TASK STATEMENT - The answer must be an exact printing of every record below, with the pictures omitted.

LISTED RECORDS section start

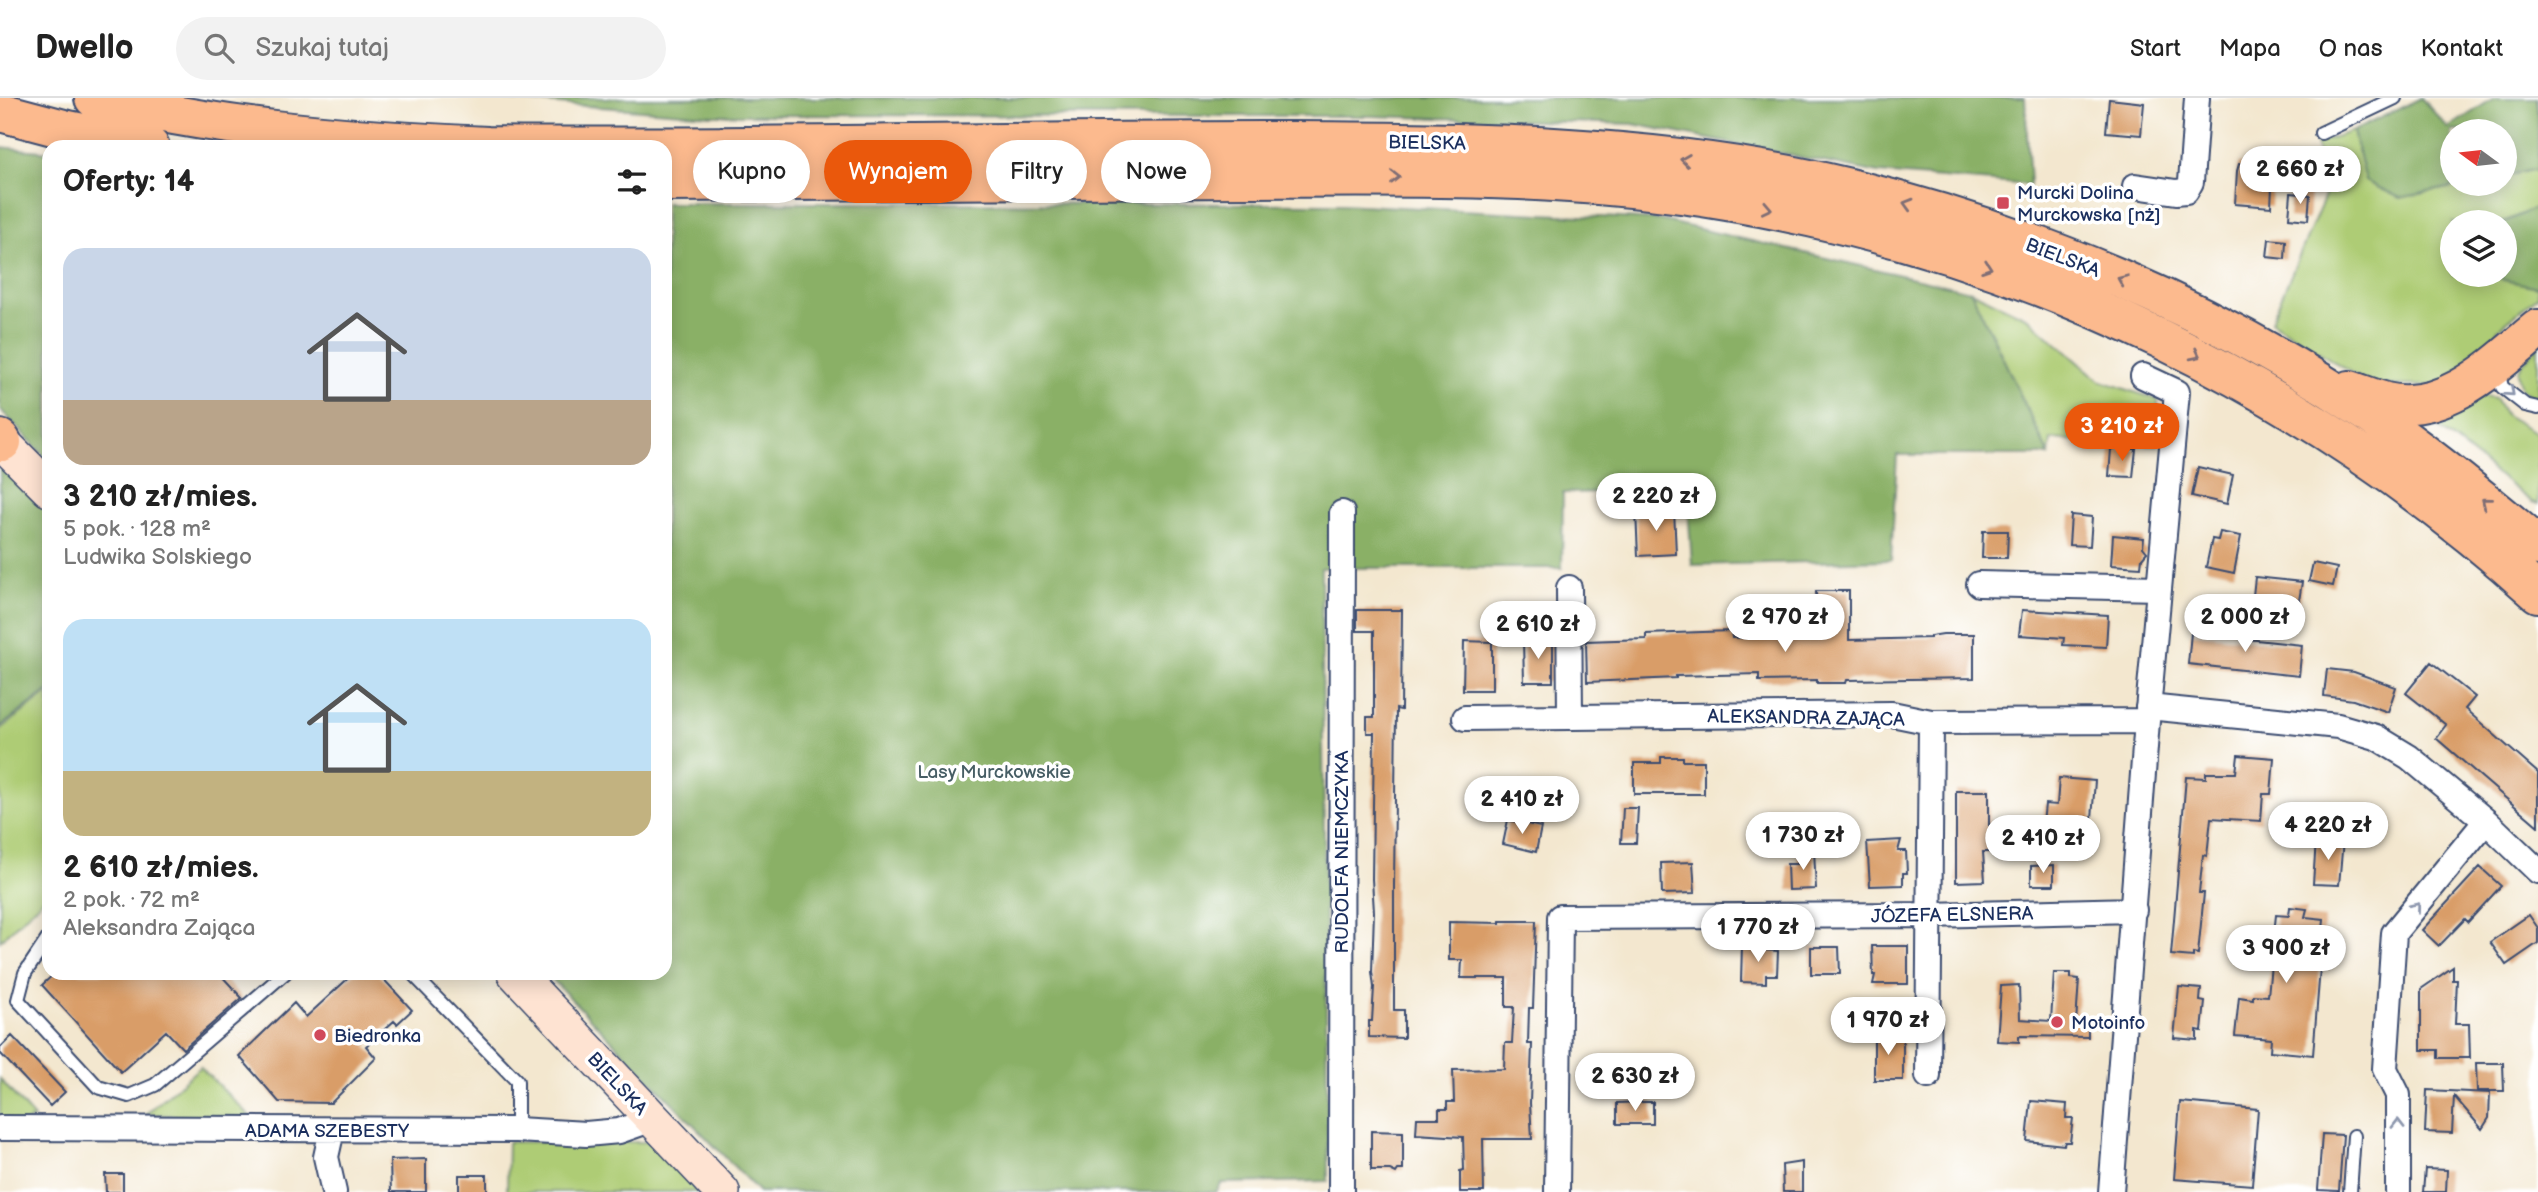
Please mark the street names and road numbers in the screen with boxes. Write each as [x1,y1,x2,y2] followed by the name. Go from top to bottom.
[1388,131,1466,156] street label: BIELSKA
[2022,234,2103,283] street label: BIELSKA
[1707,705,1905,732] street label: ALEKSANDRA ZAJĄCA
[1331,750,1354,953] street label: RUDOLFA NIEMCZYKA
[1871,902,2034,928] street label: JÓZEFA ELSNERA
[582,1048,652,1121] street label: BIELSKA
[245,1120,410,1143] street label: ADAMA SZEBESTY

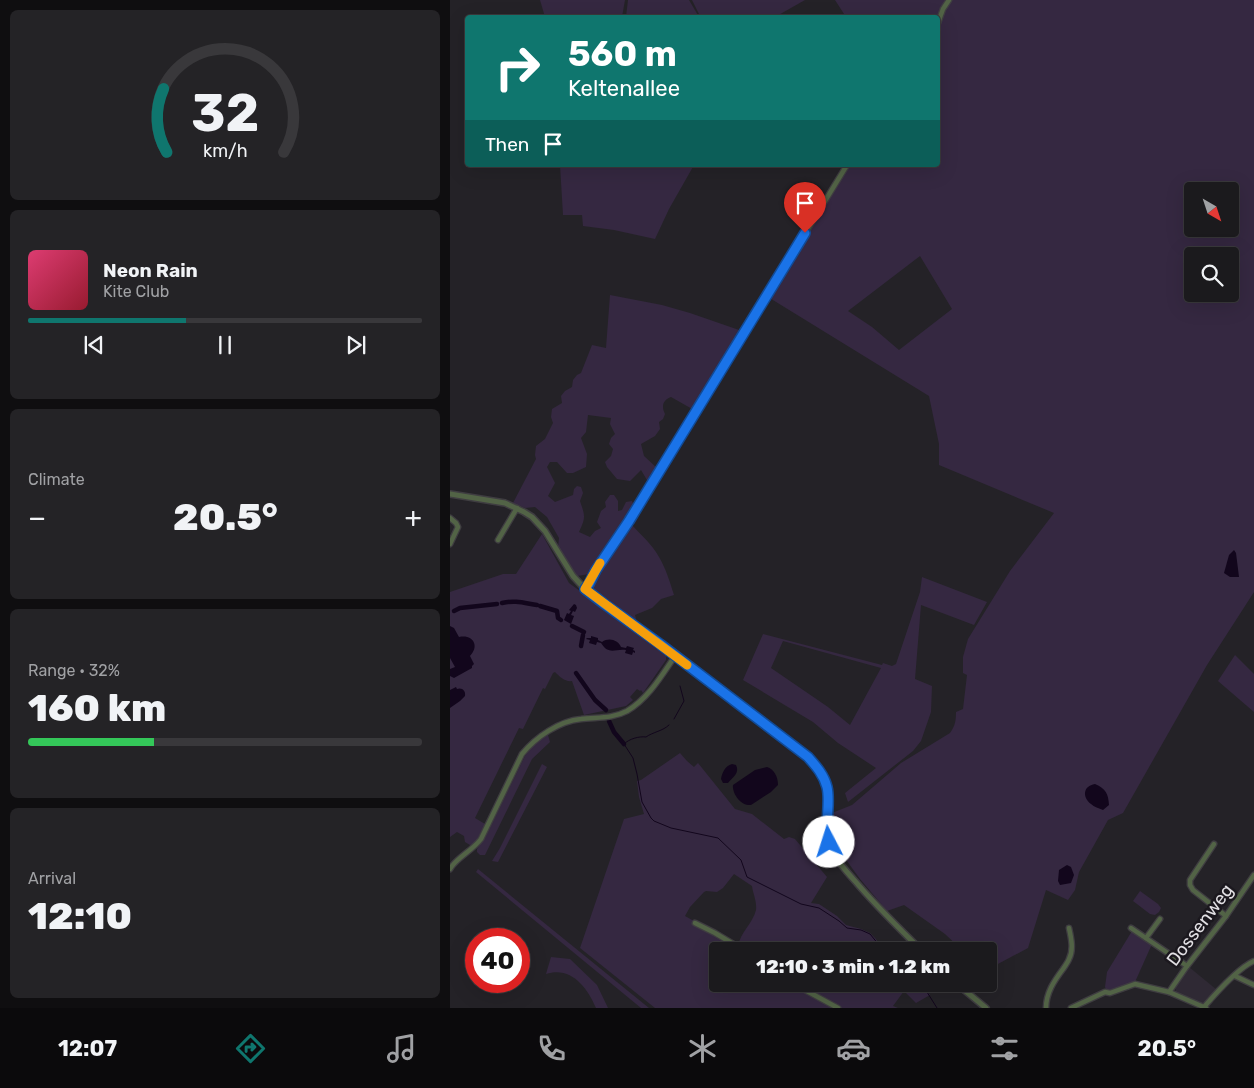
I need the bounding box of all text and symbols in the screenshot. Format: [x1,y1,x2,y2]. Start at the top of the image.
text: 560 m [568,33,677,75]
icon: right [485,35,550,100]
text: Keltenallee [568,75,680,102]
text: 32 [191,82,259,144]
icon: arrive [539,130,567,158]
text: Then [485,133,529,156]
text: km/h [203,140,247,161]
pin [784,182,826,233]
north arrow [1184,182,1239,238]
map controls [1184,182,1239,302]
icon: arrive [791,189,819,217]
button: search [1184,247,1239,302]
text: Neon Rain [103,259,198,282]
text: Kite Club [103,282,169,301]
icon: previous [80,331,108,359]
icon: pause [211,331,239,359]
icon: next [342,331,370,359]
text: Climate [28,470,85,489]
text: 20.5° [173,494,278,540]
text: − [28,501,46,534]
text: + [405,501,422,534]
text: Range · 32% [28,661,120,680]
text: 160 km [28,685,166,731]
position arrow [802,815,854,867]
text: Arrival [28,869,76,888]
street label: Dossenweg [1162,880,1238,970]
text: 12:10 [28,893,132,939]
speed limit sign: 40 [465,928,530,993]
text: 12:10 · 3 min · 1.2 km [756,955,950,978]
icon: directions [233,1031,268,1066]
icon: music [384,1031,419,1066]
icon: phone [534,1031,569,1066]
icon: climate [685,1031,720,1066]
icon: car [836,1031,871,1066]
icon: filters [987,1031,1022,1066]
text: 12:07 [58,1035,117,1062]
text: 20.5° [1137,1035,1196,1062]

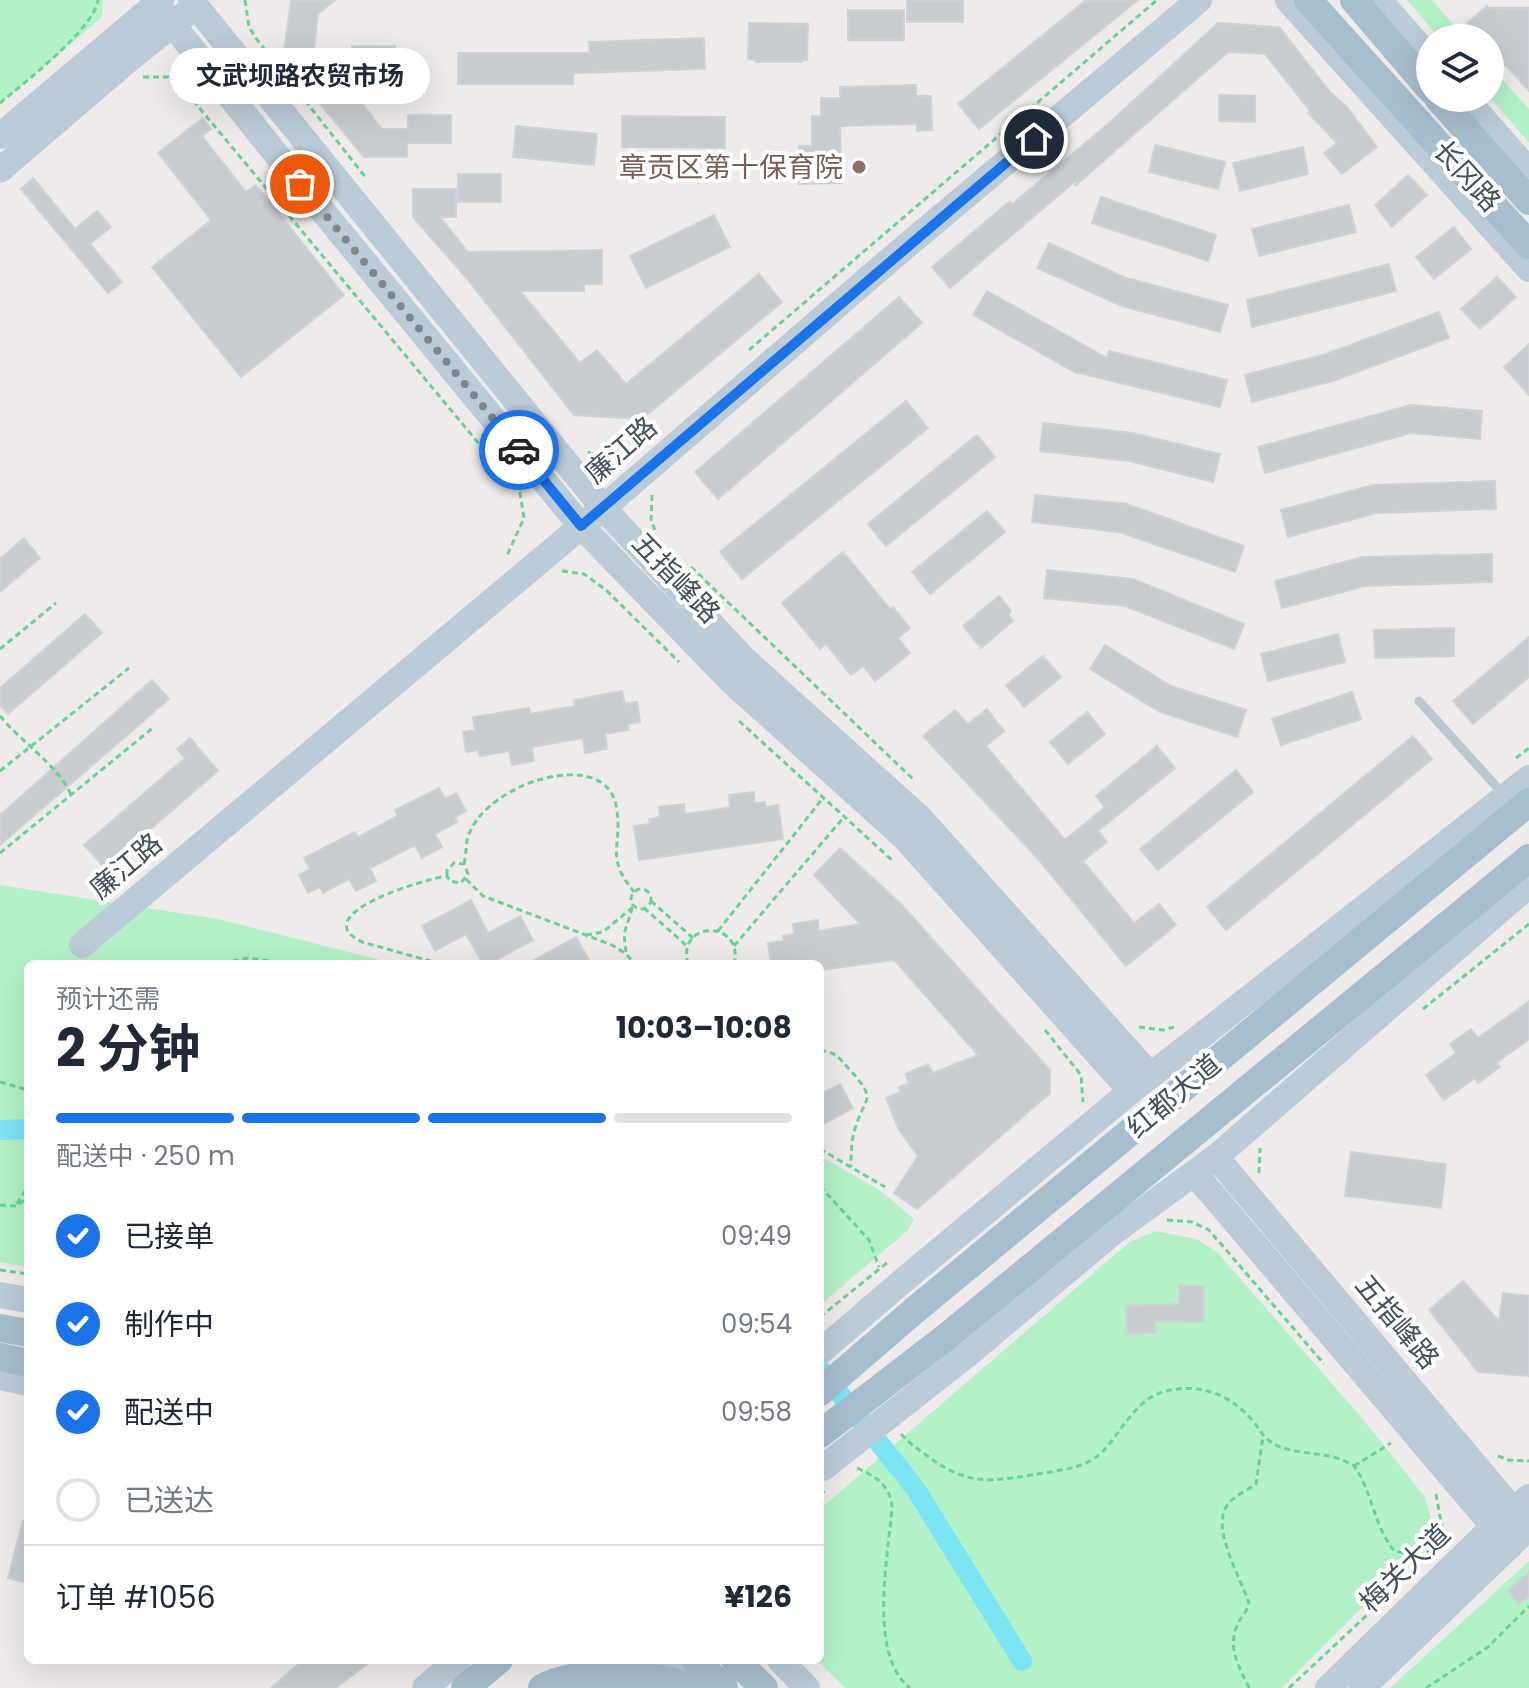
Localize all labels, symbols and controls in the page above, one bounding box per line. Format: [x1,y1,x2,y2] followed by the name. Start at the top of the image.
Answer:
[1416,24,1504,112] map controls
[1416,24,1504,112] button: layers
[170,48,430,104] callout: 文武坝路农贸市场
[196,58,404,94] text: 文武坝路农贸市场
[1000,105,1068,173] pin
[1012,117,1056,161] icon: home
[1424,132,1510,220] street label: 长冈路
[619,148,843,187] place label: 章贡区第十保育院
[266,150,334,218] pin
[850,158,868,176] marker: 章贡区第十保育院
[278,162,322,206] icon: bag
[577,408,665,492] street label: 廉江路
[479,410,559,490] courier
[497,428,541,472] icon: car
[623,524,729,632] street label: 五指峰路
[81,824,171,908] street label: 廉江路
[56,981,160,1017] text: 预计还需
[616,1006,792,1049] text: 10:03–10:08
[56,1012,201,1085] text: 2 分钟
[1119,1045,1229,1147] street label: 红都大道
[56,1138,235,1174] text: 配送中 · 250 m
[56,1214,100,1258] icon: check
[124,1215,214,1258] text: 已接单
[721,1218,792,1254] text: 09:49
[1346,1267,1448,1377] street label: 五指峰路
[56,1302,100,1346] icon: check
[124,1303,214,1346] text: 制作中
[721,1306,792,1342] text: 09:54
[56,1390,100,1434] icon: check
[124,1391,214,1434] text: 配送中
[721,1394,792,1430] text: 09:58
[124,1479,214,1522] text: 已送达
[1351,1515,1459,1621] street label: 梅关大道
[724,1575,792,1618] text: ¥126
[56,1576,216,1619] text: 订单 #1056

LISTED RECORDS section end

COMPLETED TASK -
Please mark the street names and road numbers in the screen with boxes. Write each as [x1,y1,x2,y2] followed by the name. Go from top to bottom.
[1388,131,1466,156] street label: BIELSKA
[2022,234,2103,283] street label: BIELSKA
[1707,705,1905,732] street label: ALEKSANDRA ZAJĄCA
[1331,750,1354,953] street label: RUDOLFA NIEMCZYKA
[1871,902,2034,928] street label: JÓZEFA ELSNERA
[582,1048,652,1121] street label: BIELSKA
[245,1120,410,1143] street label: ADAMA SZEBESTY

I need the bounding box of all text and symbols in the screenshot. Format: [x1,y1,x2,y2]. Start at the top of the image.
text: 560 m [568,33,677,75]
icon: right [485,35,550,100]
text: Keltenallee [568,75,680,102]
text: 32 [191,82,259,144]
icon: arrive [539,130,567,158]
text: Then [485,133,529,156]
text: km/h [203,140,247,161]
pin [784,182,826,233]
north arrow [1184,182,1239,238]
map controls [1184,182,1239,302]
icon: arrive [791,189,819,217]
button: search [1184,247,1239,302]
text: Neon Rain [103,259,198,282]
text: Kite Club [103,282,169,301]
icon: previous [80,331,108,359]
icon: pause [211,331,239,359]
icon: next [342,331,370,359]
text: Climate [28,470,85,489]
text: 20.5° [173,494,278,540]
text: − [28,501,46,534]
text: + [405,501,422,534]
text: Range · 32% [28,661,120,680]
text: 160 km [28,685,166,731]
position arrow [802,815,854,867]
text: Arrival [28,869,76,888]
street label: Dossenweg [1162,880,1238,970]
text: 12:10 [28,893,132,939]
speed limit sign: 40 [465,928,530,993]
text: 12:10 · 3 min · 1.2 km [756,955,950,978]
icon: directions [233,1031,268,1066]
icon: music [384,1031,419,1066]
icon: phone [534,1031,569,1066]
icon: climate [685,1031,720,1066]
icon: car [836,1031,871,1066]
icon: filters [987,1031,1022,1066]
text: 12:07 [58,1035,117,1062]
text: 20.5° [1137,1035,1196,1062]

Localize all labels, symbols and controls in the page above, one bounding box per line. Format: [x1,y1,x2,y2] followed by the name. Start at the top of the image.
Answer:
[1416,24,1504,112] map controls
[1416,24,1504,112] button: layers
[170,48,430,104] callout: 文武坝路农贸市场
[196,58,404,94] text: 文武坝路农贸市场
[1000,105,1068,173] pin
[1012,117,1056,161] icon: home
[1424,132,1510,220] street label: 长冈路
[619,148,843,187] place label: 章贡区第十保育院
[266,150,334,218] pin
[850,158,868,176] marker: 章贡区第十保育院
[278,162,322,206] icon: bag
[577,408,665,492] street label: 廉江路
[479,410,559,490] courier
[497,428,541,472] icon: car
[623,524,729,632] street label: 五指峰路
[81,824,171,908] street label: 廉江路
[56,981,160,1017] text: 预计还需
[616,1006,792,1049] text: 10:03–10:08
[56,1012,201,1085] text: 2 分钟
[1119,1045,1229,1147] street label: 红都大道
[56,1138,235,1174] text: 配送中 · 250 m
[56,1214,100,1258] icon: check
[124,1215,214,1258] text: 已接单
[721,1218,792,1254] text: 09:49
[1346,1267,1448,1377] street label: 五指峰路
[56,1302,100,1346] icon: check
[124,1303,214,1346] text: 制作中
[721,1306,792,1342] text: 09:54
[56,1390,100,1434] icon: check
[124,1391,214,1434] text: 配送中
[721,1394,792,1430] text: 09:58
[124,1479,214,1522] text: 已送达
[1351,1515,1459,1621] street label: 梅关大道
[724,1575,792,1618] text: ¥126
[56,1576,216,1619] text: 订单 #1056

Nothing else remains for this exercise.